* [Assignment]
Whenever a line below includes the word "lines", copy that line.
*** Exercise data
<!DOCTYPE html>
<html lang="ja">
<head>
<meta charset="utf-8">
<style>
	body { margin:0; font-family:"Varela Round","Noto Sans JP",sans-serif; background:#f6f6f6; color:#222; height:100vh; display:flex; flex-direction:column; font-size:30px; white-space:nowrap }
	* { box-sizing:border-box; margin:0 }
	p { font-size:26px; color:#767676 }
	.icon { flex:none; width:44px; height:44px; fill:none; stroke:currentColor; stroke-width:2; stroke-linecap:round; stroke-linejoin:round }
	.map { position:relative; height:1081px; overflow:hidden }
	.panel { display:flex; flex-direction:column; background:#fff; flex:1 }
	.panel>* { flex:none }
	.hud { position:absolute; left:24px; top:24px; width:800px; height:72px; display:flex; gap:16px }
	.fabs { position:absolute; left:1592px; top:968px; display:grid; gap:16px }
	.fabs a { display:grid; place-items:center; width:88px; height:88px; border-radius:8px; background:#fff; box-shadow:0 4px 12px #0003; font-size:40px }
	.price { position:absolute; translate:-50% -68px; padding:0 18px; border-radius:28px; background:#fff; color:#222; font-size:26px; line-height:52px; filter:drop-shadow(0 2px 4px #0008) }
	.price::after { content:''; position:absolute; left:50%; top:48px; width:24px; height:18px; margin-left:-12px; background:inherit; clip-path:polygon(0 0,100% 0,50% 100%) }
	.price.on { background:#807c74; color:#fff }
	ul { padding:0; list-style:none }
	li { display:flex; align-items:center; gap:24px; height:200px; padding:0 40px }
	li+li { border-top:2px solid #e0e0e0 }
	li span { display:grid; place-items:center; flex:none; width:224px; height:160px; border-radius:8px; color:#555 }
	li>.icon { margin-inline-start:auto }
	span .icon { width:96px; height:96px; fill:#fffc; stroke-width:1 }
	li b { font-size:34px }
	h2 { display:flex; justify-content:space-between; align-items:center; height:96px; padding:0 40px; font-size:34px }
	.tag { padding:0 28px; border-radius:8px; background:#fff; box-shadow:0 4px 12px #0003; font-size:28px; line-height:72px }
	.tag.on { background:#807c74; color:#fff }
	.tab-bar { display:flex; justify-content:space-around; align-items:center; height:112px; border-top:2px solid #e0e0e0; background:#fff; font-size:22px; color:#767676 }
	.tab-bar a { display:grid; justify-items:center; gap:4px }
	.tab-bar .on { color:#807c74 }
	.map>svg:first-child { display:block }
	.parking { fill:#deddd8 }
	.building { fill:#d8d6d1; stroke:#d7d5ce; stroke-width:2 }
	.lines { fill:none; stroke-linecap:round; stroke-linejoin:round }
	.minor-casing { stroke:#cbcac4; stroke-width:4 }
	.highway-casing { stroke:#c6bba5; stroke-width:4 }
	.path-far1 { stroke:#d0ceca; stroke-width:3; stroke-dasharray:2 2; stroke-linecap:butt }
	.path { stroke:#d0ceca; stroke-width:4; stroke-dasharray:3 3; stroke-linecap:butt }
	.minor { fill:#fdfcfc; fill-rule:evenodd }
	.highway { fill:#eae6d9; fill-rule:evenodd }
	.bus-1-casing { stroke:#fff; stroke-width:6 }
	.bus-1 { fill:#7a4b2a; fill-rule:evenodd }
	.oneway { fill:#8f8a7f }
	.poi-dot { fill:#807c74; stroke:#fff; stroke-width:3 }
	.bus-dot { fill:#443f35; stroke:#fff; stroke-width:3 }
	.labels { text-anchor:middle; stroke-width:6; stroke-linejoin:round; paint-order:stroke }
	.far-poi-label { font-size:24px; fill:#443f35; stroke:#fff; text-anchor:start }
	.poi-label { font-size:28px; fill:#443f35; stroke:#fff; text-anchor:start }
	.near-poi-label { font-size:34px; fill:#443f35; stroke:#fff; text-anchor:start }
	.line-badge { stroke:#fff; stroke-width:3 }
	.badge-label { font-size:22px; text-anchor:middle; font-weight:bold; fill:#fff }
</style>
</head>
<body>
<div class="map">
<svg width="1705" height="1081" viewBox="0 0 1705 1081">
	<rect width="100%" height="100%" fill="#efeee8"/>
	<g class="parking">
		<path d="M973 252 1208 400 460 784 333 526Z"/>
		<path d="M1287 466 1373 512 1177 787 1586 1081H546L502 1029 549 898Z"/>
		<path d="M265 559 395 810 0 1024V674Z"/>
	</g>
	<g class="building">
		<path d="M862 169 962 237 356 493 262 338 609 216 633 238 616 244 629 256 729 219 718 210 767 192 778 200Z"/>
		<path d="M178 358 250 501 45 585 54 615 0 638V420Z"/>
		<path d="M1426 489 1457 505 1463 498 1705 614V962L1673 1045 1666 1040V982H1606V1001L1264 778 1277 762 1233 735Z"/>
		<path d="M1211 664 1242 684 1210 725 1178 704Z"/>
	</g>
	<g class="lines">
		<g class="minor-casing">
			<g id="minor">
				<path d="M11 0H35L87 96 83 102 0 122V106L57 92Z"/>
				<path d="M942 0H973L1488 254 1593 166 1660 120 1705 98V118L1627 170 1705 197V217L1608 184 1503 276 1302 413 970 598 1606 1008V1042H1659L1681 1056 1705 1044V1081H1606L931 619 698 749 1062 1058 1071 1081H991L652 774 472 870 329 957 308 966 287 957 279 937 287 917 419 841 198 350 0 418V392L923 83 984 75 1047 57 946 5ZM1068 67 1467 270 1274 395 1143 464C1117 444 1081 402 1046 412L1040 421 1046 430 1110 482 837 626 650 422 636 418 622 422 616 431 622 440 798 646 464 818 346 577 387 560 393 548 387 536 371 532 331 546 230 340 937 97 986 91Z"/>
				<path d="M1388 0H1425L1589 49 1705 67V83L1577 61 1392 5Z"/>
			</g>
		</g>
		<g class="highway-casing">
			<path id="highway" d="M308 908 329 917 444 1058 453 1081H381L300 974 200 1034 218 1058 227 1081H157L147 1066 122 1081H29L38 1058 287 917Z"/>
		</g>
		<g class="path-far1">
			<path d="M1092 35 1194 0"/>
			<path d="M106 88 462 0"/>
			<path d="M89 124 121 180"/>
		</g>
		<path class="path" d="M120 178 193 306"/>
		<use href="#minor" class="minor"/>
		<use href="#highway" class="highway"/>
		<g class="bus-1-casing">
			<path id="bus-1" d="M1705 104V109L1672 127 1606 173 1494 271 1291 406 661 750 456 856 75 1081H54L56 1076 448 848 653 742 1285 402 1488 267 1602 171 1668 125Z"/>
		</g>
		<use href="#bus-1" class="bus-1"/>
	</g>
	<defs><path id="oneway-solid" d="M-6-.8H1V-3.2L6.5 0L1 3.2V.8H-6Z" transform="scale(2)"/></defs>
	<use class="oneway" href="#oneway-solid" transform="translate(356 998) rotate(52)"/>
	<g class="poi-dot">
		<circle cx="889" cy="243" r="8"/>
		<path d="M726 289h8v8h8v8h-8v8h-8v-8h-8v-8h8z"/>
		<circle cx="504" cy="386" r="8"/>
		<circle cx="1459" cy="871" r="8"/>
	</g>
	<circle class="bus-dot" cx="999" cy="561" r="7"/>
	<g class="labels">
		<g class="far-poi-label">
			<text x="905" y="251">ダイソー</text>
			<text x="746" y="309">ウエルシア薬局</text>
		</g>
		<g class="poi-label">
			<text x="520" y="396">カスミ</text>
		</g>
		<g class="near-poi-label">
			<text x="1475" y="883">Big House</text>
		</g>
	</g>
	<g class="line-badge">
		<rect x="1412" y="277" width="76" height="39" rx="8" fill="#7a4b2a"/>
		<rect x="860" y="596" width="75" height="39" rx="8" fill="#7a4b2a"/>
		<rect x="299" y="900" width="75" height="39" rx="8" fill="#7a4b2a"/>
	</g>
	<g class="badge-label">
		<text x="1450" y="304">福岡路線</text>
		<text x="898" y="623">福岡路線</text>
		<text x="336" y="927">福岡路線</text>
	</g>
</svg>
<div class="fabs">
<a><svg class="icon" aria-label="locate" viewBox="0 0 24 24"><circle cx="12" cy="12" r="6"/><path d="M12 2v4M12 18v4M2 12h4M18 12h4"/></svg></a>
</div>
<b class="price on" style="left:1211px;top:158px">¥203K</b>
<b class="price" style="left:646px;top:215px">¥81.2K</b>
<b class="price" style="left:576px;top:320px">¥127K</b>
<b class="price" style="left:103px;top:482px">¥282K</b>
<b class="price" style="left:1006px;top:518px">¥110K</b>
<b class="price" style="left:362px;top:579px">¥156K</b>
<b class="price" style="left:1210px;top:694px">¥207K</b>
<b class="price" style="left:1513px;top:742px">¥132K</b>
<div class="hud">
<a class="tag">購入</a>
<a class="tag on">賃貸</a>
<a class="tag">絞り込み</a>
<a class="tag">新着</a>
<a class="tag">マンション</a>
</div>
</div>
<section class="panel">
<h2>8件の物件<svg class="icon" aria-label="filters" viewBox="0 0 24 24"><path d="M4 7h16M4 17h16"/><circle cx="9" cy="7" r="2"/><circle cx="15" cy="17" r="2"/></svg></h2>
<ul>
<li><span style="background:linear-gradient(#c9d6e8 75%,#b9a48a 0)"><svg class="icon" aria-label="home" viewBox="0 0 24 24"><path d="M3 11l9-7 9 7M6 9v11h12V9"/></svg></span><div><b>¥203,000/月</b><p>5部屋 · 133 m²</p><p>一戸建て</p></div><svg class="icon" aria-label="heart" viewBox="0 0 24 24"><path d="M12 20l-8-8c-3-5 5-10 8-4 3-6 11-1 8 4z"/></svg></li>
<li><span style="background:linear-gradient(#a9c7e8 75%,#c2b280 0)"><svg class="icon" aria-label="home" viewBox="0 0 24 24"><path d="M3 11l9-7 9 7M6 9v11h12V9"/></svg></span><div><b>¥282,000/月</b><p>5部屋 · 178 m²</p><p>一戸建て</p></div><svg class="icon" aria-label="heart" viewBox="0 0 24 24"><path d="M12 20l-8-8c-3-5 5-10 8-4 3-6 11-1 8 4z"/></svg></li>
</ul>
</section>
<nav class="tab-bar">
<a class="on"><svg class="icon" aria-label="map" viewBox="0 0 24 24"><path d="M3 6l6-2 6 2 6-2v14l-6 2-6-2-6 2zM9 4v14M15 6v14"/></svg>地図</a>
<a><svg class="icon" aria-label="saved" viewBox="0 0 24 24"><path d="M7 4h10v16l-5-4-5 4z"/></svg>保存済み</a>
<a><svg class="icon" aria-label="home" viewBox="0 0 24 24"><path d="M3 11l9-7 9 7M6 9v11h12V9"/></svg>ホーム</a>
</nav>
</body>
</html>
******
* [Result for this exercise]
	.lines { fill:none; stroke-linecap:round; stroke-linejoin:round }
	<g class="lines">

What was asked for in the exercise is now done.